Im kalten Nebel des Turiner Januarmorgens zeigte sich plötzlich der Schatten der »wilden Katze« vor den Toren des Fiat-Werks Mirafiori und es schien, als setzte sie zum Sprung an. 46 Prozent der Karosserie- und Fahrzeugbauer hatten gegen die von der Konzernleitung vorgelegte »Vereinbarung« zur Neuorganisation des Turiner Hauptwerks gestimmt. Zwar erhielt das Abkommen wegen der breiten Zustimmung seitens der höher qualifizierten Techniker und Angestellten eine knappe Mehrheit, aber die Arbeiter hatten ihre Kampfbereitschaft mit unvorhergesehener Stärke demonstriert. Allen war klar: Die Produktion würde sich nicht einschüchtern lassen.

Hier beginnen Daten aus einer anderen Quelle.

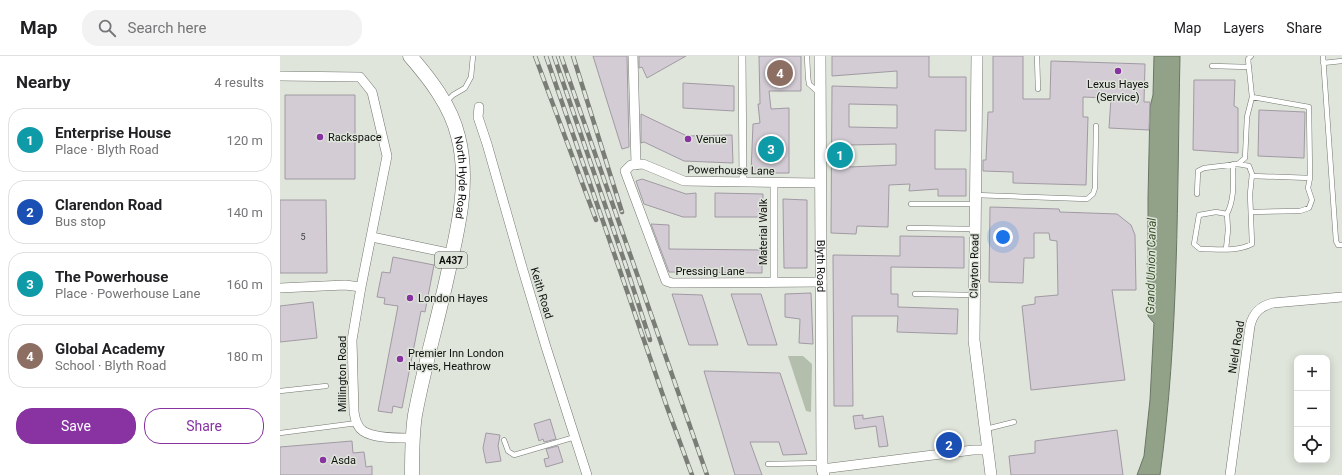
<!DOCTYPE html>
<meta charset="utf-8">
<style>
:root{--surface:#fff;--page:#f2f2f2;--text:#202124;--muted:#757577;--line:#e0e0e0;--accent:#8833a1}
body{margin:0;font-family:Roboto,sans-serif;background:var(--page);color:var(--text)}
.controls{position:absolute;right:12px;bottom:12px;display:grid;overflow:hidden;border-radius:8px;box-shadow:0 2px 10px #0003}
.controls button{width:36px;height:36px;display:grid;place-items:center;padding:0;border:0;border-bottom:1px solid var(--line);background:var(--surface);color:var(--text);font:20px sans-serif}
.you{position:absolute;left:723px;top:181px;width:14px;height:14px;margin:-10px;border:3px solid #fff;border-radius:50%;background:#1a73e8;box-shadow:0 0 0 6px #1a73e833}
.badge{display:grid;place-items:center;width:26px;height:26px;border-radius:50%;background:var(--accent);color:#fff;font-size:13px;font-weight:700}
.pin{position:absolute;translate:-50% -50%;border:2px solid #fff;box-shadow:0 1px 4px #0006}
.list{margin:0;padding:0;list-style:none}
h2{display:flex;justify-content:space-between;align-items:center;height:52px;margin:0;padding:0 16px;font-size:17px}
h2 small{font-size:13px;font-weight:400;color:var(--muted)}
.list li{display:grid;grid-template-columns:26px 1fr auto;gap:12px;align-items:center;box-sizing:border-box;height:64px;margin:0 8px 8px;padding:0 8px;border:1px solid var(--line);border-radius:16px}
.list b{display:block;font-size:15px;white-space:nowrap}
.list p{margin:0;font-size:13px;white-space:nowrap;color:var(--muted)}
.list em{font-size:13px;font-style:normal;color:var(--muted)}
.actions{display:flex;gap:8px;padding:12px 16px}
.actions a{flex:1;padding:9px 0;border:1px solid var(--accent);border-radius:16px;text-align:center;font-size:14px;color:var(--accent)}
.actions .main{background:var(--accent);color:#fff}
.icon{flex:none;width:22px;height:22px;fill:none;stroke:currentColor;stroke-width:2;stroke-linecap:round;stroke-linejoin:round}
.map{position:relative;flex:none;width:1062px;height:419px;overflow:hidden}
header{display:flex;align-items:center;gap:24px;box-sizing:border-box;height:56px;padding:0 20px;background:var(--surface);border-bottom:1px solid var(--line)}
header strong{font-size:19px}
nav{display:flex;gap:22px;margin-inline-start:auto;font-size:14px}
.search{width:280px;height:36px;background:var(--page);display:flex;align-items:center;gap:10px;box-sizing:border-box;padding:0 14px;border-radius:16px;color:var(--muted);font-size:15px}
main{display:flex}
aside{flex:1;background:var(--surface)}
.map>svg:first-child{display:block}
</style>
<header>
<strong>Map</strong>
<div class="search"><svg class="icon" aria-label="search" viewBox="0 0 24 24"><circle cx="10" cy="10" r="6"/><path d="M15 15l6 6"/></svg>Search here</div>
<nav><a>Map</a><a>Layers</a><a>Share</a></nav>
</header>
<main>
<aside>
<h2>Nearby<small>4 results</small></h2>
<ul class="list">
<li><span class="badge" style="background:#0f9aa8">1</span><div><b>Enterprise House</b><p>Place · Blyth Road</p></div><em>120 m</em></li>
<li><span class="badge" style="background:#1a4fb4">2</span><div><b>Clarendon Road</b><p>Bus stop</p></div><em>140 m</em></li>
<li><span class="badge" style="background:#0f9aa8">3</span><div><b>The Powerhouse</b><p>Place · Powerhouse Lane</p></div><em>160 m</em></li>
<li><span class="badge" style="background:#8d6e63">4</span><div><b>Global Academy</b><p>School · Blyth Road</p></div><em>180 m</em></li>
</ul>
<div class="actions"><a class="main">Save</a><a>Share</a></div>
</aside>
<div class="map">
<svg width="1062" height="419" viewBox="0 0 1062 419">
<rect width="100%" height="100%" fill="#dfe5db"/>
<!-- green -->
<path fill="#b3beac" d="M508,300H523L532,308L531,356L526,355Z"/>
<!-- water -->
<path fill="#92a289" stroke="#6a7664" d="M874,0H900C897,140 899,280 880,419H857L864,400L870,344L874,267L868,260V142L870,51L873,39Z"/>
<!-- building -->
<path fill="#d3ccd5" stroke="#a19aa3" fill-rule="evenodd" d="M313,0H347L349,91L342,93Z
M359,0H406L367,22L362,11L359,12Z
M479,0H521V35H489L491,53L509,52V117H471L473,68L480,67L478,48H480Z
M552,0H649V21H686V75L655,74V113H686V140H658V133L629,135L630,128L609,129L608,171L577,170L576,178L551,177L552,30L617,32V15L552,20ZM569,48L617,49V72L569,71ZM616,88V109L569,111V89Z
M713,0H743V43H770L771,5L865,8L864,46H870L869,74L829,72L831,42L803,41V61H808L806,129L733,127V116L703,115V104H706L708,56H713Z
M914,24H955L954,50L958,52V97L913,94Z
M403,27L454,30V55L403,52Z
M5,39H75V123H5Z
M979,54L1025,56L1024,102L978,100Z
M361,58L407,80L452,79L453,107L404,105L364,86L361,87Z
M362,123L406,138L416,137V161H403L364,148L356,125Z
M435,137L483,138L482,161H435Z
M503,143L527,144V212H504Z
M0,144H46L47,217H0Z
M710,151L779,153L780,156L837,158L851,169L855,179L856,234H832L845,324L751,334L742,250L755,248V241L778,239L777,185L770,184L769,177H754V202H744L743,227L709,226Z
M371,168L389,169V193L482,194V217L389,216Z
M620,180L684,181V212L611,211V238H618V251L678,253L677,278L617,276L618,260H572L573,350H554L553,199L620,200Z
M113,201L154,209L145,256L141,255L122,352L113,350L112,357L98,355L118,250L104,248L105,242L97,241L102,216L110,217Z
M531,237L533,288L519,287L520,263L505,261V238Z
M392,238L422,239L438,289H409Z
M451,238H481L497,289H468Z
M33,246L37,282L0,286V250Z
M424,315L500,317L527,398L503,399L499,386H470L482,419H455Z
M583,359V363L603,360L608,390L599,391L596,370L575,373L573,360Z
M270,363L276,383L264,386L263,383L259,385L254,368Z
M837,374L843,419H731L729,400L755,397V385Z
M206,377L220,379L218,390L221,405L206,407L203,392Z
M72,385L73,397L84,396L86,411L92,410V419H0V391Z
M278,390L283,406L266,411L264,403L269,402L266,393Z"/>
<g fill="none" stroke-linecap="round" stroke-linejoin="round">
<!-- service casing -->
<g stroke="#72776f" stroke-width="5.5">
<path id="service" d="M527,0L528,21L529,28L538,36
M757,0L758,33
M1043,0L1056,185L1058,189H1062
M1043,7L1062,5
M932,10L969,11
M972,41L1029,51L1030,122
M166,46L173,39L185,32L191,21L193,0
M917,138L918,115L924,112L958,108L965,102L967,61L972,41L968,3L971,0
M695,139L807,143L813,138L815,132L816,70
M631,148H694
M971,156L1020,155L1029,152L1032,144L1028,132L1030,122L972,120
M947,158C955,142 953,125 953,108
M629,172L695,173
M946,193L948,174L947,158L936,156L919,159L914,188L920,193C936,193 957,196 972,188L970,138L972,118L969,110L958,108
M635,238L694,239
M0,335L46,330
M706,373L734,366
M0,377L77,367
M224,384L228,395L234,399L295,381
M488,408L542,407"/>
</g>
<!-- pedestrian casing -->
<g stroke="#72776f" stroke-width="8">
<path id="pedestrian" d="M462,0L463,126
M494,126V226"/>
</g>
<!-- minor casing -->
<g stroke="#72776f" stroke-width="10">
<path id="minor" d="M353,0L356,109
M0,20L80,21L92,36L107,100L81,231L72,284L74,356C75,363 77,371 83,375C95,383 120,382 133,382
M199,51L198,61L207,88L242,211L266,291L307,419
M541,127L404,125L363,108L351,109L345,115L386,225L392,227L542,226
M92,181L173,198
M0,232L65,229L81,231
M542,413L693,394H707
M950,419L970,270C973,257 980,250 993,247L1062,241"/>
</g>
<!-- tertiary casing -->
<g stroke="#72776f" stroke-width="12">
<g id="tertiary">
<path id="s1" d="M540,0L542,407V413L544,419"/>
<path d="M697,0L694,284L711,419"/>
</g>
</g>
<!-- primary casing -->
<g stroke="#72776f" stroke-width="15">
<g id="primary">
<path id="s2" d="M130,0C150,23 171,50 178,80C190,125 178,173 168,217C158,264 144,311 135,359C132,378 132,399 132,419"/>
</g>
</g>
<!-- service -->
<use href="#service" stroke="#fff" stroke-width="4.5"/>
<!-- pedestrian -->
<use href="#pedestrian" stroke="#fff" stroke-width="7"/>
<!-- minor -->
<use href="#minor" stroke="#fff" stroke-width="9"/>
<!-- tertiary -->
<use href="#tertiary" stroke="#fff" stroke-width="11"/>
<!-- primary -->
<use href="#primary" stroke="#fff" stroke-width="14"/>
<!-- rail casing -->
<g stroke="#797d76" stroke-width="4.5">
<path id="rail" d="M255,0L316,164
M266,0L387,351L412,419
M274,0L347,213L370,284
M281,0L427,419
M293,0L342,156"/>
</g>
<!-- rail -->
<use href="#rail" stroke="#dfe5db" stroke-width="3" stroke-dasharray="9" stroke-linecap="butt"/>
</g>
<!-- markers -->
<g fill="#8833a1" stroke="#dfe5db" stroke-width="1.5">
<circle cx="838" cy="15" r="4"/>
<circle cx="40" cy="81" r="4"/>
<circle cx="408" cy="83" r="4"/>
<circle cx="130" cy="242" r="4"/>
<circle cx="120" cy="303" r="4"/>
<circle cx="43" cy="404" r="4"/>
</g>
<g text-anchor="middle" stroke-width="3" stroke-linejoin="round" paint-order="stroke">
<!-- number labels -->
<g font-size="9" fill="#3f3f3f">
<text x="23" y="184">5</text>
</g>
<!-- shield labels -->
<rect fill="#dfe5db" stroke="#4d504b" stroke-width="1" x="155" y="196" width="32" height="16" rx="3"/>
<g font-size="10" font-weight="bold" fill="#0e100d">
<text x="171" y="208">A437</text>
</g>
<!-- poi labels -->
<g font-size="11" fill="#0e100d" stroke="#dfe5db" text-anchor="start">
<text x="838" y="32" text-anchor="middle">Lexus Hayes<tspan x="838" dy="13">(Service)</tspan></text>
<text x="48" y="85">Rackspace</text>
<text x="416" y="87">Venue</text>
<text x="138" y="246">London Hayes</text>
<text x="128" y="301">Premier Inn London<tspan x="128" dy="13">Hayes, Heathrow</tspan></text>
<text x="51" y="408">Asda</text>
</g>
<!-- street labels -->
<g font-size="11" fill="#0e100d" stroke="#dfe5db">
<text transform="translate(451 114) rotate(1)" y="4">Powerhouse Lane</text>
<text dy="4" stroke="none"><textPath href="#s2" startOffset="136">North Hyde Road</textPath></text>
<text transform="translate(483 176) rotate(-90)" y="4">Material Walk</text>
<text dy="4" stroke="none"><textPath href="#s1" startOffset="210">Blyth Road</textPath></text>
<text transform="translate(694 210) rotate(-89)" y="4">Clayton Road</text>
<text x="430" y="219">Pressing Lane</text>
<text transform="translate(262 237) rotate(73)" y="4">Keith Road</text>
<text transform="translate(956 291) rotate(-81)" y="4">Nield Road</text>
<text transform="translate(62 318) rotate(-90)" y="4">Millington Road</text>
</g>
<!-- water labels -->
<g font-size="12" font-style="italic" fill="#354d24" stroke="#dfe5db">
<text transform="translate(871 210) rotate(-89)" y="4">Grand Union Canal</text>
</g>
</g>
</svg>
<div class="controls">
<button>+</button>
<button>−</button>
<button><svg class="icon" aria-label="locate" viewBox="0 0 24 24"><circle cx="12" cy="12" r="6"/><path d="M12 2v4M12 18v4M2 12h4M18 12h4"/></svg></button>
</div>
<div class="you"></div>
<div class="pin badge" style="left:560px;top:99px;background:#0f9aa8">1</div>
<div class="pin badge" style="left:669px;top:389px;background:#1a4fb4">2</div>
<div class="pin badge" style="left:491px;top:93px;background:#0f9aa8">3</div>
<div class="pin badge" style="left:500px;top:17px;background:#8d6e63">4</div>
</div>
</main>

Anfang Dezember hatte der Geschäftsführer von Fiat, Sergio Marchionne, den Gewerkschaften eine innerbetriebliche Vereinbarung vorgelegt, von deren Unterzeichnung er die Investition in die Modernisierung des Turiner Stammsitzes abhängig machen wollte. Er bot an, eine Milliarde Euro in das Stammwerk von Turin zu investieren, um dort in Zukunft neue Modelle der Marken Alfa Romeo und Jeep zu produzieren. Andernfalls drohte er, die Produktion des in Zusammenarbeit mit Chrysler konzipierten neuen SUV-Modells in Detroit anzusiedeln und langfristig überhaupt keine Autos mehr in Italien produzieren zu lassen. Auch vom Premierminister wurde Marchionne untestützt. »Wenn das Nein gewinnt, wäre es richtig, zu gehen«, sagte Silvio Berlusconi.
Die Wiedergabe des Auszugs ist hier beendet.